Die Verhörer konnten Winston mit Leichtigkeit töten. Doch stattdessen spielten sie zwischen der äußersten Belastbarkeit seiner Würde und den Grenzen seiner Reue. Die Dualität zwischen diesen zwei Extremen sollte seine innere Welt erschüttern, ein völliges Chaos erzeugen. Jegliche Menschlichkeit wollten sie aus ihm auspressen. Und wenn er am Ende noch lebte, so sollte er sich hassen, sich ekeln vor sich selbst. Man hatte ihm den Anspruch auf Leben genommen, die Würde, die das Menschsein ausmachte, sollte er durch diese Folter verlieren.
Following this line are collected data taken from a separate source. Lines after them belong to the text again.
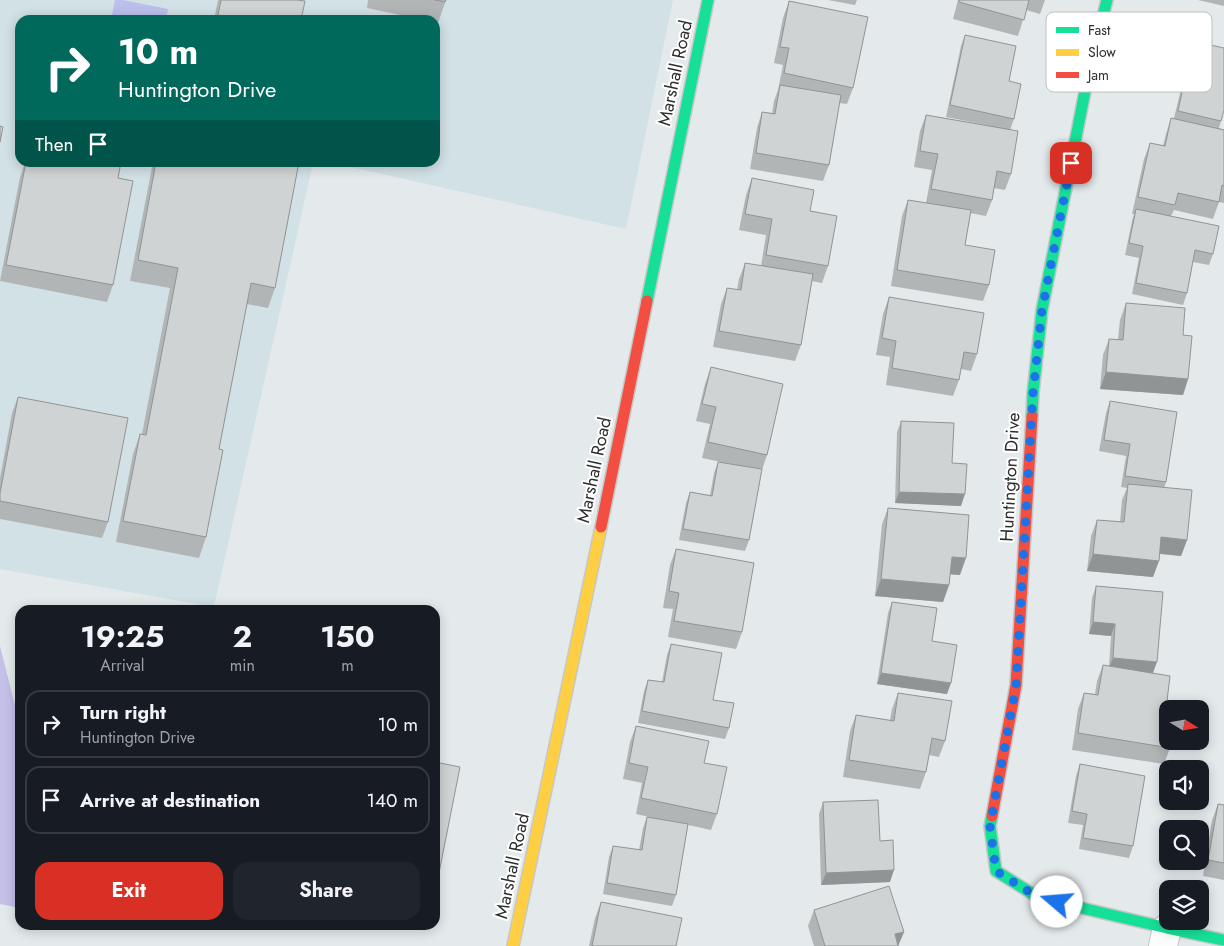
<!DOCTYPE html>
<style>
:root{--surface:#171b24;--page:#20242c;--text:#f1f3f6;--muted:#9ea1a6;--line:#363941;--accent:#d93025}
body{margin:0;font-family:Jost,sans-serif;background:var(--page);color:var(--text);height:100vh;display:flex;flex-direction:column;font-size:19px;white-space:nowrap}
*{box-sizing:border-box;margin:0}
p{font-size:16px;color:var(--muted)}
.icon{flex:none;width:28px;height:28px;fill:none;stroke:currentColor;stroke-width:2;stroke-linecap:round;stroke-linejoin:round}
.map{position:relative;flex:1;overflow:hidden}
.panel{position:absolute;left:15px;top:605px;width:425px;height:325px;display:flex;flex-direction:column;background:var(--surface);border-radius:15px;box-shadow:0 2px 12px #0003}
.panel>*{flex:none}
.banner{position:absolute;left:15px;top:15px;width:425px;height:152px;border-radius:15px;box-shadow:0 2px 12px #0003;background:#00695c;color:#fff;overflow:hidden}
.needle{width:32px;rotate:101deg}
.controls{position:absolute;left:1159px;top:700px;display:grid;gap:10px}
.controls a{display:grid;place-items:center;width:50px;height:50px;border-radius:10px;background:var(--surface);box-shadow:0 2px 12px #0003;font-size:25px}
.pin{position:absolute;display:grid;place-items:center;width:42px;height:42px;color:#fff;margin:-21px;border-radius:10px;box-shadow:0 2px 8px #0006}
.me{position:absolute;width:55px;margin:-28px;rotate:288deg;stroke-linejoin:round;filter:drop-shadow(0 0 4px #0008)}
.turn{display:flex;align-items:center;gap:18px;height:105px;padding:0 20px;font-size:22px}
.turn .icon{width:65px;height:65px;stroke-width:2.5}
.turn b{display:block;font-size:35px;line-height:42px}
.then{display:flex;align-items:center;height:48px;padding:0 20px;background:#0003;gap:10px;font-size:19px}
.eta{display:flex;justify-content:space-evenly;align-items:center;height:85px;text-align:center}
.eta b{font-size:30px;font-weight:700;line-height:35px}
.button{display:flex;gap:10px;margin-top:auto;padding:10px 20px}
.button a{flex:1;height:58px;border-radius:15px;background:var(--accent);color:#fff;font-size:20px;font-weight:700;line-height:58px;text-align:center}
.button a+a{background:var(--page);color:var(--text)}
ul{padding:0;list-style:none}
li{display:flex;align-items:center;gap:15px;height:68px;margin:0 10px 8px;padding:0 10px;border:2px solid var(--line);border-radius:15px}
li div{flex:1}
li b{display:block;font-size:19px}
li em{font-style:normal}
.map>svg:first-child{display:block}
.education{fill:#d2e1e6}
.green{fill:#c5c0e8}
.pitch{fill:#bbbfec}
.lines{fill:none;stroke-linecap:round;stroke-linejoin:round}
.street-casing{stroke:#c6c7c7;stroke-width:30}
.fast-casing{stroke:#c6c7c7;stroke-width:14}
.slow-casing{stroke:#c6c7c7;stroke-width:14}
.jam-casing{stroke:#c6c7c7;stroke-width:14}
.street{stroke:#fbfcfc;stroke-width:28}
.fast{stroke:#16e098;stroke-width:11}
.slow{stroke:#ffcf43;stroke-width:11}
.jam{stroke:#f24e42;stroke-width:11}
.wall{fill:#b2b5b6}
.shaded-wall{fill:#919494}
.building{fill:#cfd3d4;stroke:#919494}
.route{stroke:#1a73e8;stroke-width:9;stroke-dasharray:0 16.2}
.labels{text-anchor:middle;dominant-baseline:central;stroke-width:4;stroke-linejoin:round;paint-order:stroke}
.street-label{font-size:18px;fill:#2d2d2d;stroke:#fff}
.key{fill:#fff;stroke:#c0c0c0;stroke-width:1}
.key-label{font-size:14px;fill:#2d2d2d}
</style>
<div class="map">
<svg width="1224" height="946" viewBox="0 0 1224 946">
<rect width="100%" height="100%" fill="#e4eaec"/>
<polygon class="education" points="0,0 673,0 626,229 333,163 435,162 435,20 20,20 20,162 313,163 214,607 0,569"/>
<polygon class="green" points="0,646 20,725 20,908 0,904"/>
<polygon class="pitch" points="115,0 123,0 168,9 166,20 111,20"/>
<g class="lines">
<defs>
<polyline id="street" points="1163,946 1167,928"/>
<g id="fast">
<polyline points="647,301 708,0"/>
<polyline points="1032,416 1033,393 1042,310 1089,71 1107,0"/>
<polyline points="992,816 990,826 996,871 1039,898 1167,928 1224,940"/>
</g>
<polyline id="slow" points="513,946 601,527"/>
<g id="jam">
<polyline points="601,527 647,301"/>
<polyline points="992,816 1016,685 1032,416"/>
</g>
</defs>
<use href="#street" class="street-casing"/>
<use href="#fast" class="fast-casing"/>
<use href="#slow" class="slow-casing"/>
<use href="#jam" class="jam-casing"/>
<use href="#street" class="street"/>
<use href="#fast" class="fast"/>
<use href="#slow" class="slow"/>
<use href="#jam" class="jam"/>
</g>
<g class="wall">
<polygon points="218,0 297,0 301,20 214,20"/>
<polygon points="368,0 446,0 438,23 435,22 435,20 424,20 367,8"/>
<polygon points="828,0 857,0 855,5"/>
<polygon points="958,0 1045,0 1040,14 1026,10 1018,36 953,19"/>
<polygon points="1198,0 1224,0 1224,6"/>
<polygon points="789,1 853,88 847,104 839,103 829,165 823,181 750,169 757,128 762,112 772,113 774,101 778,90 783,65 774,63 783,18"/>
<polygon points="965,35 1009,81 1014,119 1010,130 1011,174 1005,190 994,188 992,200 986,216 970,213 965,245 989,285 983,301 891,286 902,216 908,200 926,203 932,170 914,167 920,131 926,115 996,127 946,117 961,46"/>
<polygon points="1170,36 1221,121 1219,128 1224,130 1224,203 1219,202 1213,219 1174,210 1171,216 1213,254 1209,265 1193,262 1187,293 1183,305 1132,294 1139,258 1125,255 1132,221 1134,214 1132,214 1144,159 1150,143 1163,146 1166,134 1171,118 1174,118 1181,89 1157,84 1166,47"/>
<polygon points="25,162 42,164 43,162 121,162 118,178 113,285 107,302 0,281 20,177"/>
<polygon points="153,162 299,162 275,288 268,308 247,304 219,449 206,537 199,558 116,542 133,454 140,434 142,434 170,288 130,281"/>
<polygon points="752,178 810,211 828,266 822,283 812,281 801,345 795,361 713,347 721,304 727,288 737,290 739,279 745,263 761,266 766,235 739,230 746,195"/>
<polygon points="889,297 977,354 971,371 961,369 959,380 953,396 886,385 890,357 876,355 883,314"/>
<polygon points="1126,303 1183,335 1188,379 1183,395 1100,389 1103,355 1109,339 1118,339 1120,320"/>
<polygon points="711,367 767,455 762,470 749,540 745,551 679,540 686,503 690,492 710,495 714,473 718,462 721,462 702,458 710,424 696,421 705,384"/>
<polygon points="18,397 108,522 102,538 0,519 0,478 12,413"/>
<polygon points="1110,401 1166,482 1164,488 1187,540 1181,556 1159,554 1153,577 1087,571 1091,536 1097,520 1120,522 1122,500 1127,488 1121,487 1126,456 1099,451 1106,413"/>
<polygon points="901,421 952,463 961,506 895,503 897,432"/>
<polygon points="888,508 960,575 950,574 949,585 943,602 875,596 882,524"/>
<polygon points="676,549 742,632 736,649 668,637 673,609 663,608 670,565"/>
<polygon points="1096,586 1153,673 1167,701 1170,748 1164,764 1072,750 1078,709 1084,693 1095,694 1097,681 1103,665 1109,666 1111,636 1089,634 1092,598"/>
<polygon points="892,602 947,694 877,684 888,613"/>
<polygon points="671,644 713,700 729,728 725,739 638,723 644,691 648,680 662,682 667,655"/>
<polygon points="898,693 945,741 939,757 929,755 926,772 920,789 843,777 850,731 856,715 890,720 892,709"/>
<polygon points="636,726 704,763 717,814 711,830 688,825 676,895 672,906 603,894 609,857 613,846 639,850 643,828 647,817 658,819 636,814 642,783 623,779 630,742"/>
<polygon points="1080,764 1133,846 1129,858 1079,849 1083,825 1068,823 1076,776"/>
<polygon points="823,802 880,841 890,882 821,885 819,814"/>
<polygon points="1218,804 1224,805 1224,880 1203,876 1212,820"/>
<polygon points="601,902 676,946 589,946 595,918"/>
<polygon points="814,910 904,932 898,946 814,946 808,926"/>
</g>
<g class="shaded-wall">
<polygon points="1106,372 1188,379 1183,395 1100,389"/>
<polygon points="899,492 965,494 961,506 895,503"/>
<polygon points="1161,537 1187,540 1181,556 1155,553"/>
<polygon points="1093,554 1159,561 1153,577 1087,571"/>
<polygon points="952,557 966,558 960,575 946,574"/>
<polygon points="881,579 949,585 943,602 875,596"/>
<polygon points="1093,622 1115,624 1111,636 1089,634"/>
<polygon points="1113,658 1157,662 1153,673 1108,670"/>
<polygon points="881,673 951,683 947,694 877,684"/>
<polygon points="894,870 890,882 821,885 826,873"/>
<polygon points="904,932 898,946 895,934"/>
</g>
<g class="building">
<polygon points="221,0 297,0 305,1 301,20 217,20"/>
<polygon points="435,0 446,0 445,2"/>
<polygon points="959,0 1029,0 1024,20 959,2"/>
<polygon points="789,1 868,17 853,88 784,73 789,48 780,47"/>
<polygon points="965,35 1016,46 1009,81 1021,84 1014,119 950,105"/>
<polygon points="1170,36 1224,48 1224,110 1221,121 1178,111 1185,78 1162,72"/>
<polygon points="780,85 841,95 829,165 756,153 762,112 775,114"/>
<polygon points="926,115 1018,131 1011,174 997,171 992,200 931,189 938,154 920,151"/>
<polygon points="1171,118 1224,130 1224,186 1222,185 1219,202 1178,193 1175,205 1138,197 1150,143 1165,146"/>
<polygon points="0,126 3,127 0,142"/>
<polygon points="26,162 36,162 45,164 45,162 121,162 118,178 133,181 113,285 6,265"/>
<polygon points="156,162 299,162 275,288 251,283 219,449 223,450 206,537 123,521 140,434 146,435 178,268 138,260"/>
<polygon points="752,178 814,190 810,211 837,216 828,266 766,255 772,219 745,214"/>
<polygon points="908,200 971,210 965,245 995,250 989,285 897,270"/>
<polygon points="1136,209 1219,226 1213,254 1195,250 1187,293 1136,283 1143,246 1129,243"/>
<polygon points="745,263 813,274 801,345 719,331 727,288 741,290"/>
<polygon points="889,297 984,313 977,354 964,352 959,380 892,368 896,341 882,338"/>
<polygon points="1126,303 1185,308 1183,335 1192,336 1188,379 1106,372 1109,339 1123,340"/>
<polygon points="711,367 783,384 767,455 708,442 716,407 702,404"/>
<polygon points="18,397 128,418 108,522 0,501 0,493"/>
<polygon points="1110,401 1177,412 1166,482 1125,476 1130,444 1104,440"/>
<polygon points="901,421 954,423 952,463 967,464 965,494 899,492"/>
<polygon points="718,462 762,469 749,540 683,529 690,492 712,496"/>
<polygon points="1128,484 1192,490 1187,540 1161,537 1159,561 1093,554 1097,520 1124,522"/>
<polygon points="888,508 969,515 966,558 952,557 949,585 881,579"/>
<polygon points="676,549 754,563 742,632 674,621 679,593 669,591"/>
<polygon points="1096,586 1163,592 1157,662 1113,658 1115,624 1093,622"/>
<polygon points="892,602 937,608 932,641 957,645 951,683 881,673"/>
<polygon points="671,644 722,653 713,700 734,703 729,728 642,711 648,680 664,682"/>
<polygon points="1103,665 1170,676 1167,701 1178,703 1177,709 1168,709 1168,741 1171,741 1170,748 1078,733 1084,693 1098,695"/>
<polygon points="898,693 952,701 945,741 932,738 926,772 849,760 856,715 894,721"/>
<polygon points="636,726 709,741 704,763 727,767 717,814 641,798 648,767 629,763"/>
<polygon points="435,762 460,767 435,893"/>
<polygon points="1080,764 1145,776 1133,846 1083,838 1087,814 1072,811"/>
<polygon points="878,800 880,841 893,840 894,870 826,873 823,802"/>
<polygon points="1218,804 1224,805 1224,863 1208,860"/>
<polygon points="647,817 688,824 676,895 607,883 613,846 642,850"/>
<polygon points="889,886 904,932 895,934 898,946 825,946 814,910"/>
<polygon points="601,902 682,918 676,946 592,946"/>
</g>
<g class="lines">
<polyline class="route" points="1057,902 1039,898 996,871 990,826 1016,686 1033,393 1042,310 1071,163"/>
</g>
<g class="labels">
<g class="street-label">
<text transform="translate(675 73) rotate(-78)">Marshall Road</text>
<text transform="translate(594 470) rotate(-78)">Marshall Road</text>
<text transform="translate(1010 477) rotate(-87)">Huntington Drive</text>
<text transform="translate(512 866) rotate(-78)">Marshall Road</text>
</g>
</g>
<rect x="1046" y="12" width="166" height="80" rx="8" class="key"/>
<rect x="1056" y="27" width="23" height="6" fill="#16e098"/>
<rect x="1056" y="49" width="23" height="7" fill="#ffcf43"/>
<rect x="1056" y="72" width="23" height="6" fill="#f24e42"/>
<g class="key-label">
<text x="1088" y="35">Fast</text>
<text x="1088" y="57">Slow</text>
<text x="1088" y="80">Jam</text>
</g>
</svg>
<div class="controls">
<a><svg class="needle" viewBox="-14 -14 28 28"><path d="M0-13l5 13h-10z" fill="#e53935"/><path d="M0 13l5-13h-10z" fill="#9ea1a6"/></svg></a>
<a><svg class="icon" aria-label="sound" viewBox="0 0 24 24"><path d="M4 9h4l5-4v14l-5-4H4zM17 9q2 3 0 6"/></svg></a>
<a><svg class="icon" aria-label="search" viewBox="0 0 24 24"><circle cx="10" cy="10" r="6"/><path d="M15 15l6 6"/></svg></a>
<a><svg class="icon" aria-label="layers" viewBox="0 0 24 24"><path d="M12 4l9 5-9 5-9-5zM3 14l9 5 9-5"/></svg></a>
</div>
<div class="pin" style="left:1071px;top:163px;background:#d93025"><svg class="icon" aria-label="arrive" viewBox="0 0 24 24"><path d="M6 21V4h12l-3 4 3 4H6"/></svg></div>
<svg class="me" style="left:1057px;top:902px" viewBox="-20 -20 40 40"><circle r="19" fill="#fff"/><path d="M0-13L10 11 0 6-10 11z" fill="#1a73e8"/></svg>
<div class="banner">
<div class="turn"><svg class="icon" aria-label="right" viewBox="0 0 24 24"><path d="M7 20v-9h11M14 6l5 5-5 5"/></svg><div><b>10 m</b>Huntington Drive</div></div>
<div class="then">Then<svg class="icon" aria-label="arrive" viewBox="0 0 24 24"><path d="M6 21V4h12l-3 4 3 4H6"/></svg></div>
</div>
<section class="panel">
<div class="eta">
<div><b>19:25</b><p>Arrival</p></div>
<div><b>2</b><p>min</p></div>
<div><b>150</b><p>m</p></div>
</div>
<ul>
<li><svg class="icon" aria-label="right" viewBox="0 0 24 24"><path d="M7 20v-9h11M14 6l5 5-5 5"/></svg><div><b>Turn right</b><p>Huntington Drive</p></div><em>10 m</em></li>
<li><svg class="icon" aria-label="arrive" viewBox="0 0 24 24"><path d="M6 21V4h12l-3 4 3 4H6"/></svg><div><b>Arrive at destination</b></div><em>140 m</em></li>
</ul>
<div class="button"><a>Exit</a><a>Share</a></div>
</section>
</div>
Winston erinnert sich halb narkotisiert in eine Zelle gebracht worden zu sein, in der er auf dem Rücken liegend auf einer Bahre festgeschnallt, neben ihm ein Apparat mit Skalen gestanden und von O’Brien einer Befragung unterzogen zu sein. Durch die Betätigung des Hebels durchflutet den Körper Winstons eine Schmerzenswelle. Je nach Regulierung des Schalters senkt oder erhöht sich die Intensität des Schmerzes. Je nach Antworten, die Winston auf die Fragen O’Briens gibt, ändert sich das Ausmaß des Leids. O’Brien bezweckt damit die Macht und Stärke der Partei zu demonstrieren. O’Brien versucht mit seinen Foltermethoden und seinen gezielten Fragen Winstons Willen zu brechen, seine Erinnerungen zu kontrollieren und ihm die Treue zum Großen Bruder einzuimpfen. O’Brien peinigt Winston so sehr, dass er ihm seine Hand vor das Gesicht hält und ihm vier Finger zeigt und ihn nötigt zu sagen, dass er fünf sieht. Winston hatte in seinen Tagebuchnotizen versucht, die Freiheit mit der Arithmetik zu erklären. ,,Freiheit ist die Freiheit zu sagen, daß [sic!] zwei und zwei gleich vier ist“ (ebd., S.122). Wenn die Addition als eine der vier Grundrechenarten eine universelle Gültigkeit hat und der logischen Beweisführung entspricht, O’Brien Winston hingegen zwingt statt vier fünf zu sehen, ergibt sich daraus, dass O’Brien und die Partei die Geschichte der Wissenschaft auf den Kopf stellt, der Logik und dem gesunden Menschenverstand den Kampf ansagt. Die Partei suhlt sich in der Ignoranz, die auf Realitätsverweigerung hinausführt und in Tyrannei ausartet.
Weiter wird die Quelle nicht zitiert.